Incidence of glioma is approximately 50% higher in males. Previous analyses have examined exposures related to sex hormones in women as potential protective factors for these tumors, with inconsistent results. Previous glioma genome-wide association studies (GWAS) have not stratified by sex. Potential sex-specific genetic effects were assessed in autosomal SNPs and sex chromosome variants for all glioma, GBM and non-GBM patients using data from four previous glioma GWAS. Datasets were analyzed using sex-stratified logistic regression models and combined using meta-analysis.

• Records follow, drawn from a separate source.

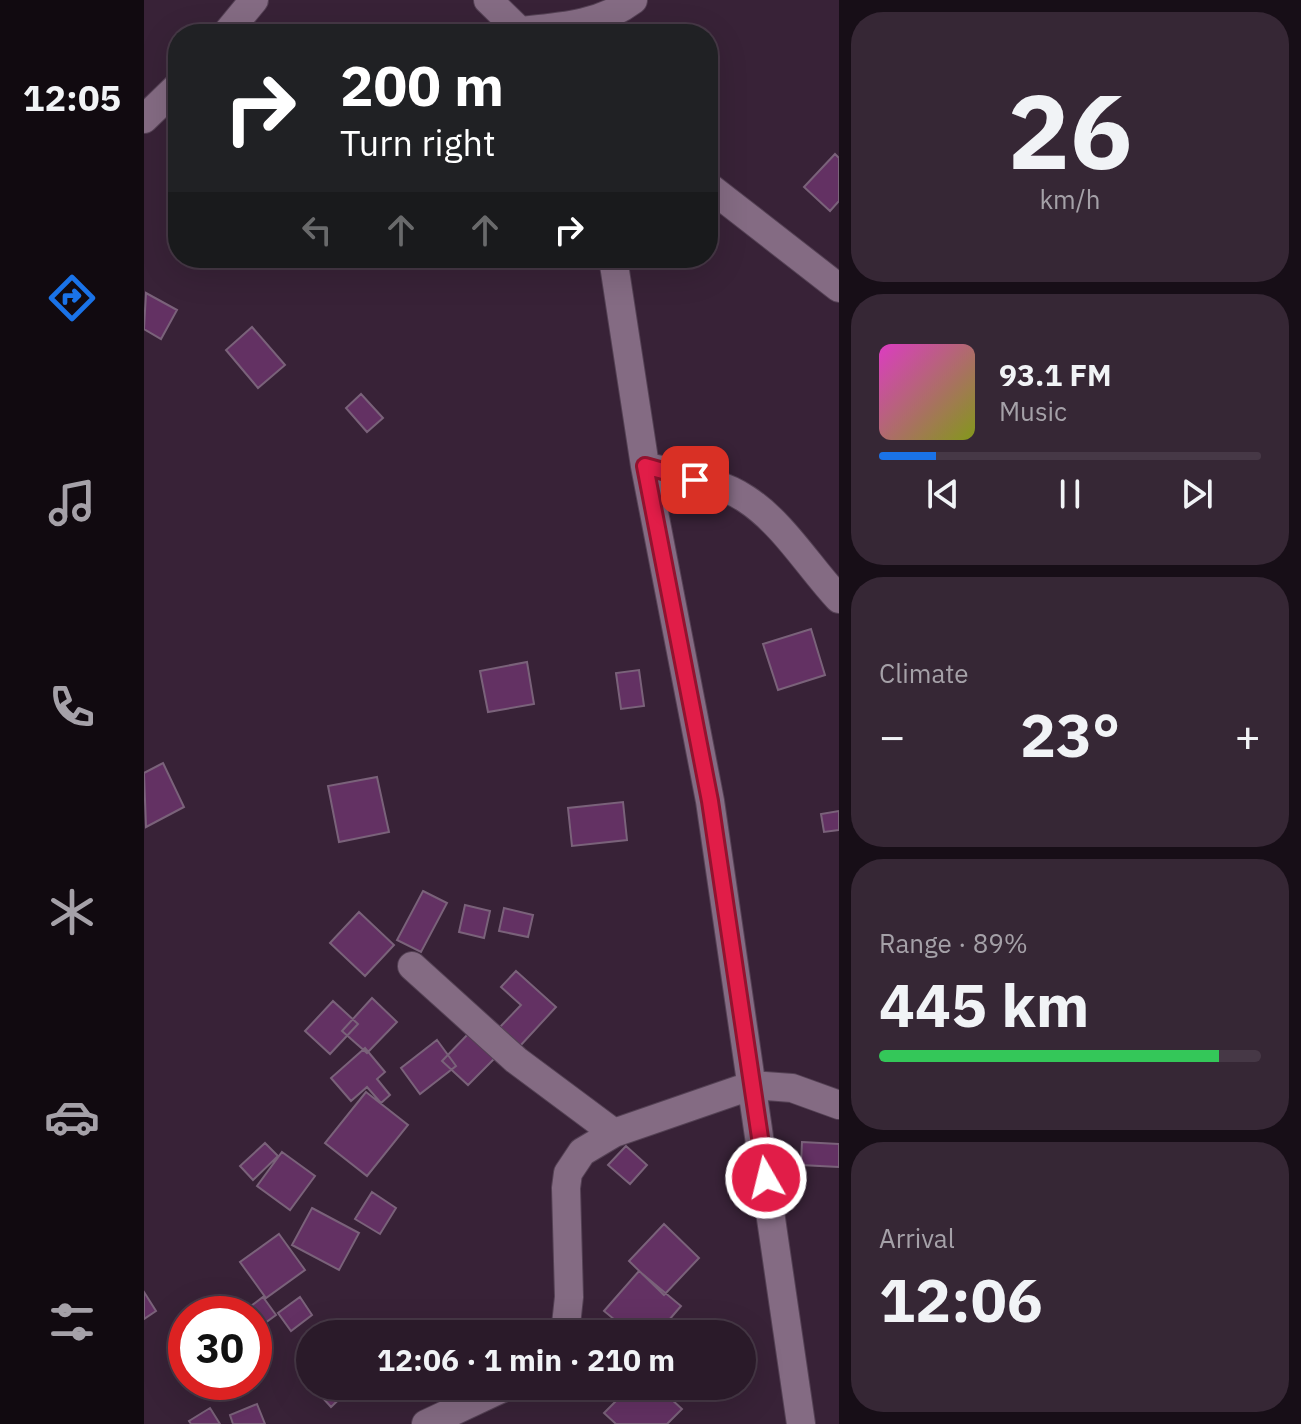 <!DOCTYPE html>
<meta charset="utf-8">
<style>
body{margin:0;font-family:"IBM Plex Sans",sans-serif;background:#362735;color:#f1f3f6;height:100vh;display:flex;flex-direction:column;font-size:30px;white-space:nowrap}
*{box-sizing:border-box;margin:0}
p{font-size:26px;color:#a5a1a8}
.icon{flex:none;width:44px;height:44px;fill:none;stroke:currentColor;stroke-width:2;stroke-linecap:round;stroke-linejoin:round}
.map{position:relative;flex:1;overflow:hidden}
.drawer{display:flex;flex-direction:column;gap:12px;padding:12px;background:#170e17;width:462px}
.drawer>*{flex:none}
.banner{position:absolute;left:24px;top:24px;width:550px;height:244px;border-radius:32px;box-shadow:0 8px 32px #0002,0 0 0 2px #463846;background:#202124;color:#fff;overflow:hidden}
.speed{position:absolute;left:24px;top:1296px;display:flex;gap:16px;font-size:40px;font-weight:700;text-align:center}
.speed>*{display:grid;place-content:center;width:104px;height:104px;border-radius:50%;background:#2a1a29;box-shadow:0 8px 32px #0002,0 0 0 2px #463846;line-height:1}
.speed .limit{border:12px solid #d22;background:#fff;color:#111}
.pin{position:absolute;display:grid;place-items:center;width:68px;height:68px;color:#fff;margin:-34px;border-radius:16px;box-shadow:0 4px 12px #0006}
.me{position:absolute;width:88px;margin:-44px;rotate:352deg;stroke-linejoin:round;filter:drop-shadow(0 0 6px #0008)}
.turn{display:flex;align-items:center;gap:28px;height:168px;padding:0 40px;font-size:36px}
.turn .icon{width:104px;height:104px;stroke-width:2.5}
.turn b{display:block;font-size:56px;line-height:68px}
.lanes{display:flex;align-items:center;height:76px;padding:0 40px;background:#0003;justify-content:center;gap:40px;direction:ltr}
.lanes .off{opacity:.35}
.big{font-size:60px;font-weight:700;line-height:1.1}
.drawer .card{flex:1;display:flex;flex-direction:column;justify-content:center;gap:12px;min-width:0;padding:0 28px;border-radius:32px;background:#362735}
.drawer .dial{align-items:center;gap:0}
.dial b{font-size:104px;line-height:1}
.song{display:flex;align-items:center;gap:24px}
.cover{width:96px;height:96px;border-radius:12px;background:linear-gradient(135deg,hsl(310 70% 55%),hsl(70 70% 35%))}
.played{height:8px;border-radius:4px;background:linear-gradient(90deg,#1a73e8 15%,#463846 15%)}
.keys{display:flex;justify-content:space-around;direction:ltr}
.heat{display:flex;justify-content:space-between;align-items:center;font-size:44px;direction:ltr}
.charge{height:12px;border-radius:6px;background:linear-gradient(90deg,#34c759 89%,#463846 0)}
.trip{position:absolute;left:152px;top:1320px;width:460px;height:80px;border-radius:40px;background:#2a1a29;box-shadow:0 8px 32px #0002,0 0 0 2px #463846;font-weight:700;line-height:80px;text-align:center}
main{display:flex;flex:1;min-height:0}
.tab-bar{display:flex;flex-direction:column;width:144px;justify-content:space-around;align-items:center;background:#110a10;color:#a5a1a8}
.tab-bar .icon{width:56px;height:56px}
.tab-bar .active{color:#1a73e8}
.tab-bar b{font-size:36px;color:#f1f3f6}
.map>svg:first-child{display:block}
.building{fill:#633163;stroke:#7a627a;stroke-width:2}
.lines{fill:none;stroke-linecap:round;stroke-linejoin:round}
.street-casing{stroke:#544154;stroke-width:30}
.street{stroke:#846b83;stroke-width:28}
.route-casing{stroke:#92132f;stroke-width:20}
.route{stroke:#e11d48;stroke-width:14}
</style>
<main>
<nav class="tab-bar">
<b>12:05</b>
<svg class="icon active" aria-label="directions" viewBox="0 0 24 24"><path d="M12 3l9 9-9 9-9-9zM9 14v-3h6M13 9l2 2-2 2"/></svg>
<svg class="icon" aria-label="music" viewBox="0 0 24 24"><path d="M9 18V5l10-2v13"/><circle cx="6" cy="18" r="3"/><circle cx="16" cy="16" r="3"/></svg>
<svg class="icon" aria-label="phone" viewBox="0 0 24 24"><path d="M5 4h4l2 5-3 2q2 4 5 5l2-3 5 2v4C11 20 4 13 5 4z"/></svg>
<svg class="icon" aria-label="climate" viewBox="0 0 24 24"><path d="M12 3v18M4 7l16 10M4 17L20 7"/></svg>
<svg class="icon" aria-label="car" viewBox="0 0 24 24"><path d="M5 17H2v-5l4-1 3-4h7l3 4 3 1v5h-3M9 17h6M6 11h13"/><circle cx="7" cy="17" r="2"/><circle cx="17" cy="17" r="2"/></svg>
<svg class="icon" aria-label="filters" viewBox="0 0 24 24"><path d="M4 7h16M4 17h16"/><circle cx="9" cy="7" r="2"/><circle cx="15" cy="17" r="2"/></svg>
</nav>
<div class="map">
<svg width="695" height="1424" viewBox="0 0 695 1424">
<rect width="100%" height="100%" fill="#382237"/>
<path class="building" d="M691,154l4,4v43l-9,10 -26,-24z
M2,293l31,17 -16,29 -17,-10z
M108,327l33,38 -27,23 -32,-38z
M217,394l22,24 -16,14 -21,-24z
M667,629l14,46 -47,15 -15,-46z
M383,662l7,42 -46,8 -8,-41z
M495,670l5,36 -23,3 -5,-36z
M19,763l21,44 -38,20 -2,-54z
M233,777l12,55 -50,10 -11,-56z
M479,802l4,38 -55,6 -4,-38z
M695,811v19l-15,2 -3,-18z
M279,891l24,12 -26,49 -24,-12z
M321,905l25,6 -6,27 -25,-6z
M360,908l29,7 -5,22 -29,-6z
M215,912l35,33 -29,31 -35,-33z
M372,971l40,36 -36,39 -20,-19 21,-22 -20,-18z
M228,998l25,24 -30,31 -25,-22z
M189,1001l25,23 -28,30 -25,-23z
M326,1032l26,25 -28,28 -26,-24z
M293,1040l19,26 -36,28 -19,-26z
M221,1048l20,24 -8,7 13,16 -9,8 -14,-16 -16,14 -20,-23z
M222,1092l42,33 -41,51 -42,-33z
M658,1142l37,2v23l-38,-2z
M121,1143l13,13 -25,24 -13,-14z
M482,1146l21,19 -17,19 -22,-19z
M138,1152l33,24 -25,34 -33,-24z
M228,1192l24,16 -16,26 -25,-15z
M168,1208l47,25 -20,37 -47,-25z
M520,1224l35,34 -35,37 -35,-34z
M135,1234l26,36 -39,28 -26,-36z
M495,1271l42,35 -24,28h-25l-28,-23z
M0,1292l12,19 -12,8z
M119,1297l13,18 -22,16v-17h-14z
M156,1297l12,18 -21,16 -13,-18z
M166,1357v27l-13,-14z
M168,1386h41l-22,21z
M487,1386h26l25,23 -15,15h-51l-12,-11z
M113,1404l8,20h-32l-3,-9z
M66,1408l10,16h-29l-2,-3z"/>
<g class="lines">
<defs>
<path id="street" d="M344,0l35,34
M375,31c41,-4 81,-6 114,-31
M82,34l28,-34
M0,119l34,-33
M564,186l131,102
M469,258l32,208 65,335 91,623
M501,466c33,9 73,14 101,33 37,24 63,68 93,100
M268,966l104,94 98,73
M421,1334l4,-37 -3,-109 2,-15 14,-21 32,-19 139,-48 39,3 47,17
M282,1424l81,-38"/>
</defs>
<use href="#street" class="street-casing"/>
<use href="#street" class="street"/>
</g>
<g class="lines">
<defs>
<path id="route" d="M551,480l-50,-14 65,335 56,377"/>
</defs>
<use href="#route" class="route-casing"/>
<use href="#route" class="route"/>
</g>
</svg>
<div class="speed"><div class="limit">30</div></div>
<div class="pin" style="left:551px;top:480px;background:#d93025"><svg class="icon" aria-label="arrive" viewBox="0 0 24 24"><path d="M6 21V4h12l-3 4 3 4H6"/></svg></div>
<svg class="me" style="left:622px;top:1178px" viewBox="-20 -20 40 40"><circle r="17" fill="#e11d48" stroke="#fff" stroke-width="3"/><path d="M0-11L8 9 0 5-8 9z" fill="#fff"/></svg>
<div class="trip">12:06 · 1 min · 210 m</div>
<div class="banner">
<div class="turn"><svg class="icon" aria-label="right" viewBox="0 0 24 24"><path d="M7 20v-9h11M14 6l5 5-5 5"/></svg><div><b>200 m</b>Turn right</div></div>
<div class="lanes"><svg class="icon off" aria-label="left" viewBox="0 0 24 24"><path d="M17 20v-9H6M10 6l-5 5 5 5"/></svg><svg class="icon off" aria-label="ahead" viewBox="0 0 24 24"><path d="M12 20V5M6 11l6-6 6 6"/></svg><svg class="icon off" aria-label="ahead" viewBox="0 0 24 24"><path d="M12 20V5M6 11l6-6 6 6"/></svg><svg class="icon" aria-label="right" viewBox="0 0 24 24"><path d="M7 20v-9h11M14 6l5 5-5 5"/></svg></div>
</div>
</div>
<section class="drawer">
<div class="card dial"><b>26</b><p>km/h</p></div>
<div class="card">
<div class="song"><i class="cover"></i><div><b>93.1 FM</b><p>Music</p></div></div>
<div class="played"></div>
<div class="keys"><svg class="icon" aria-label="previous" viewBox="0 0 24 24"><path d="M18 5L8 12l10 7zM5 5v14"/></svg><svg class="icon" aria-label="pause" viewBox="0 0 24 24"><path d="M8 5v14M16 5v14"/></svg><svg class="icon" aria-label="next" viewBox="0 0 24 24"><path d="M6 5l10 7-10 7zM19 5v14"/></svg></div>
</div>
<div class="card"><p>Climate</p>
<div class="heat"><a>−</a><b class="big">23°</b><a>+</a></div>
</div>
<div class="card"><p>Range · 89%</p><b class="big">445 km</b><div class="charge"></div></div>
<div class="card"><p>Arrival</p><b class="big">12:06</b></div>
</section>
</main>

There were 4,831 male cases, 5,216 male controls, 3,206 female cases and 5,470 female controls. A significant association was detected at rs11979158 (7p11.2) in males only. Association at rs55705857 (8q24.21) was stronger in females than in males. A large region on 3p21.31 was identified with significant association in females only. The identified differences in effect of risk variants do not fully explain the observed incidence difference in glioma by sex.